I am just pointing out that the opportunities are there and not necessarily the motives. My scenario is what I can come up within minutes of reading your initial post.

That was some serious anon-lag, I been waiting to read your post for hours now.

More on this later, I have a bit of work to catch up on.
--
Everything in moderation... Including Moderation --Oscar Wilde


Ott_Cable

@teksavvy.com
BTW this is an interesting article. Whoever done is very smart in bouncing that data to a 3rd party phone (could be a burner) on the network in real time. The equipment is made by Ericsson and time frame is 2004.

»spectrum.ieee.org/telecom/securi···affair/0
"COVER - The Athens Affair - How some extremely smart hackers pulled off the most audacious cell-network break-in ever"

>To diagnose the failures, which seemed highly unusual but reasonably innocuous at the time, Vodafone contacted the maker of the switches, the Swedish telecommunications equipment manufacturer Ericsson.
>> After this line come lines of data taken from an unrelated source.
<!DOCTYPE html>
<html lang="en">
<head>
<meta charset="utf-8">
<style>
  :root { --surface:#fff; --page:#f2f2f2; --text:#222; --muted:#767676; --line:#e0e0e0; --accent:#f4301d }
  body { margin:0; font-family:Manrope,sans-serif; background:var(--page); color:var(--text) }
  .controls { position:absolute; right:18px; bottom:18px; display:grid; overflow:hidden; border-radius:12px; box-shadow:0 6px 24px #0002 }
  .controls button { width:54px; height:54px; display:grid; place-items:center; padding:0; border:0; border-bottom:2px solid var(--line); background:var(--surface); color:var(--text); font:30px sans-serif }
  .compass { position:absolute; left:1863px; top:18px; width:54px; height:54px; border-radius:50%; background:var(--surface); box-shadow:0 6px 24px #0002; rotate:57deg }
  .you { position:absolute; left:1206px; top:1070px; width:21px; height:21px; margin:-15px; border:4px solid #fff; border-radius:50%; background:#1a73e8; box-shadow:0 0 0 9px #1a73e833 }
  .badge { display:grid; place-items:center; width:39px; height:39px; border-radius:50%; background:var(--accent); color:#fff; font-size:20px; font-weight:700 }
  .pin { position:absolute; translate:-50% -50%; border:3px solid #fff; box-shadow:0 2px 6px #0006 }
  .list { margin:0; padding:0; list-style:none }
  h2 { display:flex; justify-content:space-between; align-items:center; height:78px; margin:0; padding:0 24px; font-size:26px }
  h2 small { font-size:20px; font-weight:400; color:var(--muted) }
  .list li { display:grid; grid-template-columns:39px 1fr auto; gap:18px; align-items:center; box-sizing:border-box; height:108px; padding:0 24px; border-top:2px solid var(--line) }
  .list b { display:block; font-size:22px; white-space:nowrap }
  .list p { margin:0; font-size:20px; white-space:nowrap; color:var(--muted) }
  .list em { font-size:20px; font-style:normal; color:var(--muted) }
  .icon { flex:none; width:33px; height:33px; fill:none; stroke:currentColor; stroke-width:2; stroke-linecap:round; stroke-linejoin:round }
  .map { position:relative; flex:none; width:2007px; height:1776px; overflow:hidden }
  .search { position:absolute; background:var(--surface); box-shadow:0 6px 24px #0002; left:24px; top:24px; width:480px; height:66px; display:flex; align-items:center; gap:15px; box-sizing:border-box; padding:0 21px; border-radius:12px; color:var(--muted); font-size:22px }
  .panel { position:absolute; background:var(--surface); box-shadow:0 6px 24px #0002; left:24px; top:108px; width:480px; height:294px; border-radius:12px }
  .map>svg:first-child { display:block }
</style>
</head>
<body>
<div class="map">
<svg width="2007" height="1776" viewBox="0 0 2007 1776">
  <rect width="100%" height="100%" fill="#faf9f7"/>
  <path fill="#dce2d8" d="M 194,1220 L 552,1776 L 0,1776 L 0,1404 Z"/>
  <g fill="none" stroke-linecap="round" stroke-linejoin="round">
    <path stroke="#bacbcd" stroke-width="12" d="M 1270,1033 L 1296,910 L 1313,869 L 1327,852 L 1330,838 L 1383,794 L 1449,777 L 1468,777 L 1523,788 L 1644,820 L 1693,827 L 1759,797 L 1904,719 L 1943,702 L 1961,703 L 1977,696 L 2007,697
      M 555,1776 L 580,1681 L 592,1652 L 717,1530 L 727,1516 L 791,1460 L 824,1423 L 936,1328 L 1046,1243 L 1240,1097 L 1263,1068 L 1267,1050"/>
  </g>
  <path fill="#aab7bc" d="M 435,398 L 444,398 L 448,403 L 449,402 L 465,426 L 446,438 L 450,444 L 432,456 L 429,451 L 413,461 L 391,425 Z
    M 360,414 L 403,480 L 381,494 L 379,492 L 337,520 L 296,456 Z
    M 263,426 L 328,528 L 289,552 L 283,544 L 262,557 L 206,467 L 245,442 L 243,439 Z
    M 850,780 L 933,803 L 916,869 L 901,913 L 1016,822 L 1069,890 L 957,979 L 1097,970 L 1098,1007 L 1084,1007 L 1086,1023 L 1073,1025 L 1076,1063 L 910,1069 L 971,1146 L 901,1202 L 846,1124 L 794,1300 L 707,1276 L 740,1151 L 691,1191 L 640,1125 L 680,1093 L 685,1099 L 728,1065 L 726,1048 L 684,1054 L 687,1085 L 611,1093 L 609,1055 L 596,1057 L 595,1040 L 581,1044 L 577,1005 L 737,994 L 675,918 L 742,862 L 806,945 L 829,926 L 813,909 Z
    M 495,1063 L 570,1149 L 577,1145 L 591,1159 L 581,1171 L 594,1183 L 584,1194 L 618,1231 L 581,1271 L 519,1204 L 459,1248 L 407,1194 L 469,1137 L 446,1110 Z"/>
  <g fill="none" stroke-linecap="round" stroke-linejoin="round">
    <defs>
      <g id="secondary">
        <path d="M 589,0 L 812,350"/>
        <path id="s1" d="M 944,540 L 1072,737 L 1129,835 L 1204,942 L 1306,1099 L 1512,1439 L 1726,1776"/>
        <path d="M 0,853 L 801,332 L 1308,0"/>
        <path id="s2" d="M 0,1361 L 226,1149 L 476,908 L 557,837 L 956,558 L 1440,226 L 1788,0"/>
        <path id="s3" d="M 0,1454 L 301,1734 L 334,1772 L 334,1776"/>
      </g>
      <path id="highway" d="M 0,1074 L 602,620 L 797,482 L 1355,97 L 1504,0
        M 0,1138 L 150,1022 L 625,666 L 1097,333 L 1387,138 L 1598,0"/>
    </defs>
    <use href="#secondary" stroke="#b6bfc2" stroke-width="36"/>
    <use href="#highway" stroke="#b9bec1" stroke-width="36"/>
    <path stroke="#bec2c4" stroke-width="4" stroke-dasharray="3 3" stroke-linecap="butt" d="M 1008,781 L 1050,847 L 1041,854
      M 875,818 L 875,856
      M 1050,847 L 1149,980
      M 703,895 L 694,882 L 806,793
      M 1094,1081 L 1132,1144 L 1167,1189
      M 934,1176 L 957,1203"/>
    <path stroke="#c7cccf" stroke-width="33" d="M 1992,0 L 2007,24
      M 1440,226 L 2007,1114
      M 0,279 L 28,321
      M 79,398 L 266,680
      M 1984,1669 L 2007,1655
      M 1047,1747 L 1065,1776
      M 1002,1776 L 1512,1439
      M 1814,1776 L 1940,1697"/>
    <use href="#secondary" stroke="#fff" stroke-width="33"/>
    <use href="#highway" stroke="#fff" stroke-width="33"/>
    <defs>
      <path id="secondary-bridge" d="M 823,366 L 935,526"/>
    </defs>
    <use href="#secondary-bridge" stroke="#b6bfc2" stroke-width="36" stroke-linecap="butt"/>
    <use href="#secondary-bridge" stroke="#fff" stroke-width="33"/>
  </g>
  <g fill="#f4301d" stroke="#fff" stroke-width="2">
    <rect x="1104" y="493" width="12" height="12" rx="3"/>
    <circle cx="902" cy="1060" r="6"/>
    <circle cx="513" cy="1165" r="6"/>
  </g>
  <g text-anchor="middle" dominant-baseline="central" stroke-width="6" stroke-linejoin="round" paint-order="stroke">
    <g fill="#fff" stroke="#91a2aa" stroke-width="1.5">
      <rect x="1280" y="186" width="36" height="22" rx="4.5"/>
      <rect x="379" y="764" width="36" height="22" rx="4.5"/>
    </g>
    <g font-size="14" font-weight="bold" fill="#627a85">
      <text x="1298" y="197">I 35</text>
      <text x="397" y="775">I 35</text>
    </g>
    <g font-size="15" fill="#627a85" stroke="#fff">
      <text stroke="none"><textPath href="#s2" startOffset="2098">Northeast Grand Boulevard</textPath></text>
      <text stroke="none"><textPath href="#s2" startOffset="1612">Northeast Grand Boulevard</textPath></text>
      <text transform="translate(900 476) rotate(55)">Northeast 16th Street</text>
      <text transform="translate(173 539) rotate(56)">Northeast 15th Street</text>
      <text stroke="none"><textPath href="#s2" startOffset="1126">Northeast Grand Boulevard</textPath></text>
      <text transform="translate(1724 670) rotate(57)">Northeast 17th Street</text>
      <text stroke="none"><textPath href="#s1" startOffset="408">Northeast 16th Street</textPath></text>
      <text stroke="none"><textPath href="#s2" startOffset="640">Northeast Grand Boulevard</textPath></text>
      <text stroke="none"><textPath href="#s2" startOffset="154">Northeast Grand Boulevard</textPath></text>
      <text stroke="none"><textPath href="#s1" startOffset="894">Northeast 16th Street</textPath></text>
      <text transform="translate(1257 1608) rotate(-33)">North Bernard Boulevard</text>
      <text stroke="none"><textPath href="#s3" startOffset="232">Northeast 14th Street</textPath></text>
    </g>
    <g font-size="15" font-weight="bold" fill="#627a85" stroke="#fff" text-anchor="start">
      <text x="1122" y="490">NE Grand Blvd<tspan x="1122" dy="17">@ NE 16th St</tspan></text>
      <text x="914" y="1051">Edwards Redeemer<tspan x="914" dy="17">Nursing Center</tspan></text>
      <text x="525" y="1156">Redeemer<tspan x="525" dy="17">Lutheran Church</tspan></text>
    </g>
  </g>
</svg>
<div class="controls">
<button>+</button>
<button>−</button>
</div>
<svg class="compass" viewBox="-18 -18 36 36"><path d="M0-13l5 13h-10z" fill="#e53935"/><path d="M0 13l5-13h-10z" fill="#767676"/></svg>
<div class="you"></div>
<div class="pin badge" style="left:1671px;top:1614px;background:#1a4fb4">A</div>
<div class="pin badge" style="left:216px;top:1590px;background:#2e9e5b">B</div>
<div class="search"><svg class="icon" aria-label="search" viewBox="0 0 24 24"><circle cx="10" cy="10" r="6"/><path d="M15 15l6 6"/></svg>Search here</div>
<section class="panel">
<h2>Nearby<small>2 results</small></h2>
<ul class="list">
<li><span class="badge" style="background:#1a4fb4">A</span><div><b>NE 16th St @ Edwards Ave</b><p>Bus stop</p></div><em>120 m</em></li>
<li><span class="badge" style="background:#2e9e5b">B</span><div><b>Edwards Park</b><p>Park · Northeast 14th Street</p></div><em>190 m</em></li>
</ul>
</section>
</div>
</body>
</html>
>We now know that the illegally implanted software, which was eventually found in a total of four of Vodafone's Greek switches, created parallel streams of digitized voice for the tapped phone calls. One stream was the ordinary one, between the two calling parties. The other stream, an exact copy, was directed to other cellphones, allowing the tappers to listen in on the conversations on the cellphones, and probably also to record them.